UA biologist to get $1.4M for research

FAYETTEVILLE -- A $1.4 million grant from the U.S. Department of Defense will help a University of Arkansas at Fayetteville biologist study the origin of a rare and incurable disease.

Shilpa Iyer, who joined UA in August, will lead a team that includes researchers at a Veterans Affairs hospital in Virginia and the University of Georgia as they work to better understand Leigh's disease.

The inherited disorder affects the central nervous system, according to the National Institute of Neurological Disorders and Stroke. It primarily afflicts young children and results in death before adulthood.

It is a "classic mitochondrial disease," as described by the Department of Defense's Congressionally Directed Medical Research Programs.
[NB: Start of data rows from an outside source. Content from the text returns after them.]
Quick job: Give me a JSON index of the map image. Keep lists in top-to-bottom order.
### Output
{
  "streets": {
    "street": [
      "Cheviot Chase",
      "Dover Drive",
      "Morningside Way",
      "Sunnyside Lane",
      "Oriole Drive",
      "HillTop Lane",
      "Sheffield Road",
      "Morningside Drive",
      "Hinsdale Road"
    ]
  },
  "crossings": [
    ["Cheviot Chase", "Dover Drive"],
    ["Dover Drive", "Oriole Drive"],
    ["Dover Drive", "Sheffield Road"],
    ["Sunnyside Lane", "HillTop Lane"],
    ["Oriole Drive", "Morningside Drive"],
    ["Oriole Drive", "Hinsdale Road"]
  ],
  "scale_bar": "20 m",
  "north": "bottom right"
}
Mitochondria produce energy in cells and are vital to tissue function.

In 2014, researchers with the University of California, San Diego School of Medicine published study results linking veterans with "Gulf War illness," named after the 1990-91 conflict, to impaired mitochondrial function. The Defense Department, in describing Iyer's award, stated that genetic testing for mitochondrial diseases in military children is a goal for the study.

"Our multidisciplinary research team is using advanced genetic techniques to better understand how and when mutations in the mitochondrial genome develop and cause these diseases," Iyer said in a statement released Thursday by UA.